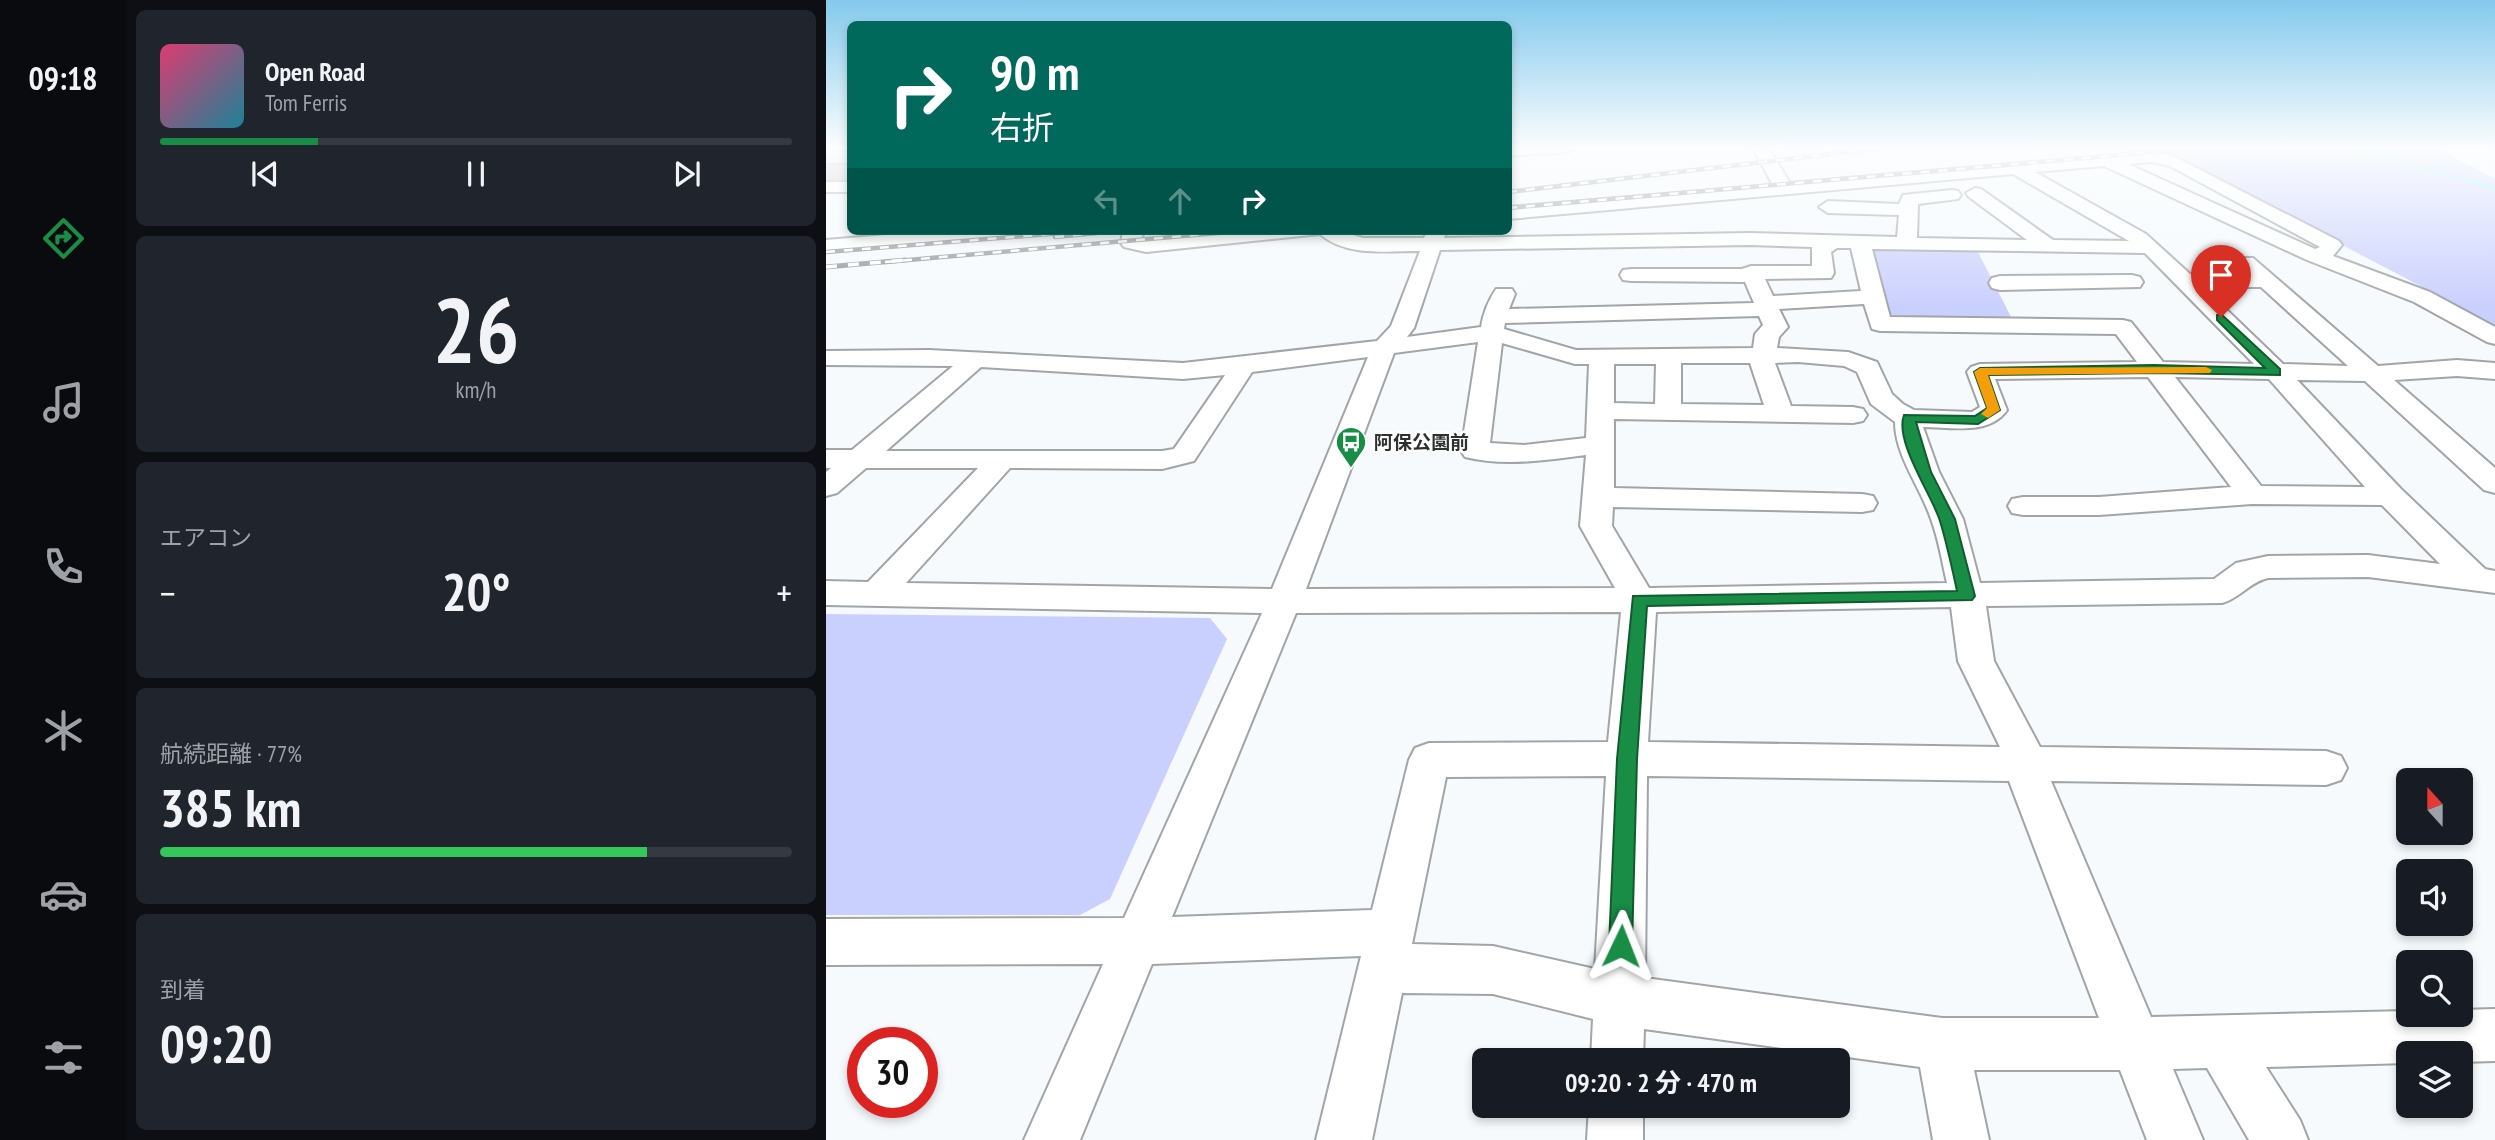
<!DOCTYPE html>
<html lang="ja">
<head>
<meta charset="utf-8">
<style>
	body { margin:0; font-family:"PT Sans Narrow","Noto Sans JP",sans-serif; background:#20242c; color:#f1f3f6; height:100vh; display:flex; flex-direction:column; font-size:26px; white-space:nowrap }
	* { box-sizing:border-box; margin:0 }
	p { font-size:23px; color:#9ea1a6 }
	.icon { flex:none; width:38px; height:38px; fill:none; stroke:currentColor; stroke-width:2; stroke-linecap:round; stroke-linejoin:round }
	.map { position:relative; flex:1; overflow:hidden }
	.panel { display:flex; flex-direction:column; gap:10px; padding:10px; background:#0d0f14; width:700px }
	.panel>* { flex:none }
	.banner { position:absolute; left:21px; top:21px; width:665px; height:214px; border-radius:10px; box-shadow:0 4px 10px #0003; background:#00695c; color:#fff; overflow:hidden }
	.needle { width:46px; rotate:339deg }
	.fabs { position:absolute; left:1570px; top:768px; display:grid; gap:14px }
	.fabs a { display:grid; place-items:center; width:77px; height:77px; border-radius:10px; background:#171b24; box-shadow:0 4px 10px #0003; font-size:35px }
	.speed { position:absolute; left:21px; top:1027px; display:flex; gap:14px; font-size:35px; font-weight:700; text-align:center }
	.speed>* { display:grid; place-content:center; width:91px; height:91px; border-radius:50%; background:#171b24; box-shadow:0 4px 10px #0003; line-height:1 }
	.speed .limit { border:10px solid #d22; background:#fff; color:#111 }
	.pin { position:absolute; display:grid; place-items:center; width:60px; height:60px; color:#fff; margin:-72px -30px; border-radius:50% 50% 50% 0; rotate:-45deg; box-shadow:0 0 7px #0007 }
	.pin .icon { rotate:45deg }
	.me { position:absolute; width:77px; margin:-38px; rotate:2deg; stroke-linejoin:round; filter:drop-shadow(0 0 5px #0008) }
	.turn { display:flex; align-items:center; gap:24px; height:147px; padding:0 28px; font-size:32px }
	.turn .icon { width:91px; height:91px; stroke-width:2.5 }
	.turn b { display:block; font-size:49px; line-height:60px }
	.lanes { display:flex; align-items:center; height:66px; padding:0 28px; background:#0003; justify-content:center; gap:35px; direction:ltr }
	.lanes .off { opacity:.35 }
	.big { font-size:52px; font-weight:700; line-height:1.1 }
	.panel .card { flex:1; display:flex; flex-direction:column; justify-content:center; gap:10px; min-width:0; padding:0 24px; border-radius:10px; background:#20242c }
	.panel .dial { align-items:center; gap:0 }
	.dial b { font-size:91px; line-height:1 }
	.song { display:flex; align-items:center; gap:21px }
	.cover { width:84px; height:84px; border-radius:10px; background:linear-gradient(135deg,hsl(340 70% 55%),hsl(190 70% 35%)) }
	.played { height:7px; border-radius:4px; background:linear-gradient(90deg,#198d46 25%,#363941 25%) }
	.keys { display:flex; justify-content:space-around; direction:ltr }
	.heat { display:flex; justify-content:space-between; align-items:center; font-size:38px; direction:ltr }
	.charge { height:10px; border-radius:5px; background:linear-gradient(90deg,#34c759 77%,#363941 0) }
	.trip { position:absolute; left:646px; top:1048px; width:378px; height:70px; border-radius:10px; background:#171b24; box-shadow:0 4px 10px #0003; font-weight:700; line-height:70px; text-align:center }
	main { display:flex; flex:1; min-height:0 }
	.tabs { display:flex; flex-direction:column; width:126px; justify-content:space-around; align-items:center; background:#090b0e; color:#9ea1a6 }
	.tabs .icon { width:49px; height:49px }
	.tabs .current { color:#198d46 }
	.tabs b { font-size:32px; color:#f1f3f6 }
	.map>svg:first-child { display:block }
</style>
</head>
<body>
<main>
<nav class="tabs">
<b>09:18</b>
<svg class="icon current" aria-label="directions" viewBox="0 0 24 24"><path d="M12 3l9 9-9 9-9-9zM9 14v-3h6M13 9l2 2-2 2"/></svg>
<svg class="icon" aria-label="music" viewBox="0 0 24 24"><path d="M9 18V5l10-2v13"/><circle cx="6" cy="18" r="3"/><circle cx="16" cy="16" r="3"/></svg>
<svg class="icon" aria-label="phone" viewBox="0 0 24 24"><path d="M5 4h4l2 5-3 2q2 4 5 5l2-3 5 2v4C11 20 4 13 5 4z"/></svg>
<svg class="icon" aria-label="climate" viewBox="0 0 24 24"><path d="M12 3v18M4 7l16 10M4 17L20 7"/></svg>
<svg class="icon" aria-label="car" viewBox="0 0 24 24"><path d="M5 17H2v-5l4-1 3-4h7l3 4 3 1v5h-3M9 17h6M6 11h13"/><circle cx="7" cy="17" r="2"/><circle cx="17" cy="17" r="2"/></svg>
<svg class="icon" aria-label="filters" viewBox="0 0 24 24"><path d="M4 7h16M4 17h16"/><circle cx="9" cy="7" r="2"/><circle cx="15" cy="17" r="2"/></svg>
</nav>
<section class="panel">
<div class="card">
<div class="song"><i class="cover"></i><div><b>Open Road</b><p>Tom Ferris</p></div></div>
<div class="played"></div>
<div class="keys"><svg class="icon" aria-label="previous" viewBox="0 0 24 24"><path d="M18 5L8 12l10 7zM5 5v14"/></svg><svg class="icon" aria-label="pause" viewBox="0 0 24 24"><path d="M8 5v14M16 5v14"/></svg><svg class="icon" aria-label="next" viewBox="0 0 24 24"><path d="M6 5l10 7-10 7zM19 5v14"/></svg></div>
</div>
<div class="card dial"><b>26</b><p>km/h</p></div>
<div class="card"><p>エアコン</p>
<div class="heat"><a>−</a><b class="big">20°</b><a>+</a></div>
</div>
<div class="card"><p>航続距離 · 77%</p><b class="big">385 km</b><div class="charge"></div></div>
<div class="card"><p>到着</p><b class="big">09:20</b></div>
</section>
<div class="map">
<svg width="1669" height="1140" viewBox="0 0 1669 1140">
	<rect width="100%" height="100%" fill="#f6fafd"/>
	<g fill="#cad0fd">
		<polygon points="1336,147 1609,147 1669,179 1669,325 1348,157"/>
		<polygon points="1049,250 1152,252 1185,317 1182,321 1066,320 1044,252"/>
		<polygon points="0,614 384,618 401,639 284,899 254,915 0,915"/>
	</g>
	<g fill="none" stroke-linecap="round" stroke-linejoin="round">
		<polyline stroke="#8ee8f3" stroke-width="3.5" points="1519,147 1669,188"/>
		<g stroke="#a1a5a8" stroke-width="4">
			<g id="minor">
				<polygon points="682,147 750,147 742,152 682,156"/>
				<path d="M 926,147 L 942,147 L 964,183 L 1326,152 L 1349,157 L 1513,241 L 1516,245 L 1507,256 L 1604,292 L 1669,327 L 1669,344 L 1661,342 L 1588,302 L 1481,260 L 1278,166 L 1209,172 L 1320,234 L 1364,274 L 1421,274 L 1410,262 L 1413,258 L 1427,258 L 1552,366 L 1631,360 L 1669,363 L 1669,379 L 1631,376 L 1568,380 L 1669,468 L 1669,493 L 1658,490 L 1539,381 L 1471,380 L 1575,489 L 1659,569 L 1669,571 L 1669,593 L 1542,577 L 1442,578 C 1424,582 1414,598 1396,603 L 1160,606 L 1168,661 L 1214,747 L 1500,751 L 1515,756 L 1521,768 L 1515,780 L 1500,785 L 1225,781 L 1325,1017 L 1582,1011 L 1582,1015 L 1634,1015 L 1634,1010 L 1669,1009 L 1669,1061 L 1634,1062 L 1634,1054 L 1582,1054 L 1582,1063 L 1440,1067 L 1474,1120 L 1482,1140 L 1423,1140 L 1381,1068 L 1347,1069 L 1377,1140 L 1321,1140 L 1294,1070 L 1148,1070 L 1163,1140 L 1107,1140 L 1094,1067 L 818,1029 L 817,1060 L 765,1060 L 767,1019 L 667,994 L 576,993 L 546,1140 L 490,1140 L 535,956 L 326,964 L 254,1140 L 198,1140 L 277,964 L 0,965 L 0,919 L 298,918 L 436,613 L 0,605 L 0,581 L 42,582 L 152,468 L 40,468 L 11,493 L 0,496 L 0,472 L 5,468 L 0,468 L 0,450 L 26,450 L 127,366 L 0,365 L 0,351 L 103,350 L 357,363 L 551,341 L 565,326 L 594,251 C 562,251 520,257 494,234 L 320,252 L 298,247 L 295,243 L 297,231 L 317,231 L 316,239 L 320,240 L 421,231 L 514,231 L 537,238 L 598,238 L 601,231 L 621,231 L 618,238 L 924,233 L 1071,237 L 1073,215 L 1002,213 L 993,207 L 1002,201 L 1073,204 L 1077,195 L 1126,190 L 1132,191 L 1135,195 L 1132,199 L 1092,204 L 1091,238 L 1201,240 L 1143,197 L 1140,193 L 1149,188 L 1155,189 L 1227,240 L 1303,241 L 1187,174 L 682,219 L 682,207 L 947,185 ZM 1326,162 L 1344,166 L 1494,247 L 1489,249 L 1302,164 ZM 924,245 L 986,247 L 986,266 L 925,266 L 916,269 L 805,269 L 797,270 L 794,275 L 797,280 L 805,281 L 919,282 L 928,303 L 683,309 L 689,294 L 686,289 L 670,289 C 662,301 657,314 655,327 L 581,337 L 588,328 L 614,250 ZM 1011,248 L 1025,248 L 1035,291 L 947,296 L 939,279 L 1005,278 L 1008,273 L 1005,252 ZM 1046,249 L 1319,253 L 1428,364 L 1337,362 L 1305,322 L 1297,320 L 1064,317 ZM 1377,287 L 1435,287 L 1522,366 L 1457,364 ZM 1038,304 L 1046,329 L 1054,331 L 1290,334 L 1311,362 L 1154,364 L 1145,367 L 1141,372 L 1154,407 L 1146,412 L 1088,410 L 1077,404 L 1066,394 L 1051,362 L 1022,352 L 951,348 L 953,337 L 962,327 L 953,309 ZM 933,316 L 937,325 L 929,334 L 927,348 L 750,350 L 678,329 L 679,323 ZM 652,342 L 635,451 L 639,457 C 679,467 720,460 760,455 L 754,526 L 789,588 L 480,589 L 568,353 ZM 676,343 L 749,364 L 763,364 L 760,438 L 698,445 L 664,443 ZM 542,357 L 446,589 L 80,583 L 184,468 L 336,469 L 368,461 L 426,372 ZM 972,362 L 1018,366 L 1031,372 L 1045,404 L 1069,422 C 1069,456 1095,488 1105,519 C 1113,540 1116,562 1121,583 L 823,588 L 786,526 L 787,507 L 1036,512 L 1047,510 L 1051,503 L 1047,496 L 1036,494 L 788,488 L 788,419 L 1027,423 L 1037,421 L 1041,415 L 1037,409 L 1027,407 L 965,406 L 949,363 ZM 855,363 L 924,363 L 938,405 L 855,404 ZM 788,364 L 830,364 L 829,404 L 788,403 ZM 155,367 L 357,379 L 399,375 L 348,449 L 336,451 L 60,451 ZM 1322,377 L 1405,487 L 1273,497 L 1197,497 L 1186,499 L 1182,506 L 1186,513 L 1197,515 L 1273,515 L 1426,504 L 1556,505 L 1614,564 L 1542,555 L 1442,556 L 1410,563 L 1388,579 L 1154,583 L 1137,519 L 1113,472 L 1097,427 C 1124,427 1163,436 1181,410 L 1169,379 ZM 1349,377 L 1443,379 L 1539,487 L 1435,486 ZM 1125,607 L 1132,661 L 1174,747 L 822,742 L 830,612 ZM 795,612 L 782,742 L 603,743 L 589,748 L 583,760 L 546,910 L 346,917 L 470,613 ZM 780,776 L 769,969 L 667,946 L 586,944 L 620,777 ZM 821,776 L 1183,781 L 1273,1018 L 1116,1018 L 819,978 Z"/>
				<rect x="0" y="182" width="24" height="10"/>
				<polygon points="107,231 188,231 178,237 0,252 0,240"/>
				<polygon points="1306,275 1314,277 1317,282 1314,287 1174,290 1166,288 1163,283 1166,278 1174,276"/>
				<polygon points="763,1106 817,1106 817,1140 761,1140"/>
			</g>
		</g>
		<use href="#minor" fill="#fff" fill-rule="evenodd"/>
		<g stroke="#919496" stroke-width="4.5">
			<g id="rail-far1">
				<polyline points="682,192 1065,147"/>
				<polyline points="682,208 1386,147"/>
				<polyline points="229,237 292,231"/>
				<polyline points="0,252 237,233"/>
				<polyline points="59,262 415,231"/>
			</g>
		</g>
		<g stroke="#919496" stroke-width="5">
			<polyline id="rail" points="0,267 79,260"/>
		</g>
		<use href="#rail-far1" stroke="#fff" stroke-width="2.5" stroke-dasharray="9" stroke-linecap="butt"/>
		<use href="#rail" stroke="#fff" stroke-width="3.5" stroke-dasharray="11" stroke-linecap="butt"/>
	</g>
	<polygon fill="#bcc1c2" points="24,147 24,180 0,180 0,150"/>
	<polygon fill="#dbe0e2" stroke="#999d9e" stroke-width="2" points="7,147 24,147 24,163 22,164 0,164 0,150"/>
	<linearGradient id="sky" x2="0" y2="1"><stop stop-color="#84c9ec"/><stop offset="0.48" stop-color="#fbfdfe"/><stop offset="1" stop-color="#fbfdfe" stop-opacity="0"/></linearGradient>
	<rect width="1669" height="307" fill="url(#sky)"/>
	<path fill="#198d46" stroke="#105c2e" stroke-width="2" d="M 1395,314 L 1454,369 L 1454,375 L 1328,373 L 1162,375 L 1174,410 L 1152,424 L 1090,422 L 1105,472 L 1129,519 L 1149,596 L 1146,600 L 821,606 L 811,759 L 806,946 L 803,954 L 795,958 L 786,954 L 783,946 L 791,759 L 807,596 L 1131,591 C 1126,568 1121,544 1114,521 C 1106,495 1068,441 1078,415 L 1149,416 L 1161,408 L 1148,372 L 1154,368 L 1328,365 L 1439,368 L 1391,320 L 1391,315 Z"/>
	<polygon fill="#f59e0b" points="1380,367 1386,370 1384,373 1162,375 1174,410 1162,418 1155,414 1161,408 1148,372 1154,368"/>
	<defs>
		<g id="bus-pin" transform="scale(1.575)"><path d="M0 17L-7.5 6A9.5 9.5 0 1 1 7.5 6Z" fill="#198d46" stroke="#fff"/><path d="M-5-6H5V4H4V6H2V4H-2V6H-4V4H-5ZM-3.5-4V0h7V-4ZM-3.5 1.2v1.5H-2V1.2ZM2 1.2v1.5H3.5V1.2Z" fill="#fff"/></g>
	</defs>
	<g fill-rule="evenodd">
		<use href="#bus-pin" x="525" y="442"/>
	</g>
	<g text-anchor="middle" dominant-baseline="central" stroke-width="5" stroke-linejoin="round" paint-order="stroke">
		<g font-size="19" font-weight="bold" fill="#2f3032" stroke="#fff" text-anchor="start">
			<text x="548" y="442">阿保公園前</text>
		</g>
	</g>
</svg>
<div class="fabs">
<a><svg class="needle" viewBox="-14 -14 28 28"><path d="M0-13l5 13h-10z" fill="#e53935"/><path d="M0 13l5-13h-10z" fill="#9ea1a6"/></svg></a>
<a><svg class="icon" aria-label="sound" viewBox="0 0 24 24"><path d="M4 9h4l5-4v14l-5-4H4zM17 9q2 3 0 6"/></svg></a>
<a><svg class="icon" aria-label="search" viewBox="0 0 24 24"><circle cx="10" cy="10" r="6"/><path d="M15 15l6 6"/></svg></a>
<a><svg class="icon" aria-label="layers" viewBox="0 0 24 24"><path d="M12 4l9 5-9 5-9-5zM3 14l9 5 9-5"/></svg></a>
</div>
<div class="speed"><div class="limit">30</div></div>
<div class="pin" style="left:1395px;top:317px;background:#d93025"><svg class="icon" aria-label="arrive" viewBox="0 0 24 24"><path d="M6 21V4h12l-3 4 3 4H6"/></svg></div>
<svg class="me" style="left:795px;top:946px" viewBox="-20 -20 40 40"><path d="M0-17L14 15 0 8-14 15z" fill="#198d46" stroke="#fff" stroke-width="4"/></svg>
<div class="trip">09:20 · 2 分 · 470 m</div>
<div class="banner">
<div class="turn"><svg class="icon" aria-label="right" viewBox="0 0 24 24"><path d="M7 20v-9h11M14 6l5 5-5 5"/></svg><div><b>90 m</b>右折</div></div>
<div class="lanes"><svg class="icon off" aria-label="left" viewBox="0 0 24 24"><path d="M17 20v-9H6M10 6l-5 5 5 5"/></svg><svg class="icon off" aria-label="ahead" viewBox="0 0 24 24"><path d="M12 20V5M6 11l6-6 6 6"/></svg><svg class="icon" aria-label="right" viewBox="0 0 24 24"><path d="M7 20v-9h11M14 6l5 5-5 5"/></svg></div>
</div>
</div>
</main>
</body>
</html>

***

EXERCISE:
Nothing but a number is expected: how many lines in the listing above contain "grid"?

TASK SOLUTION:
4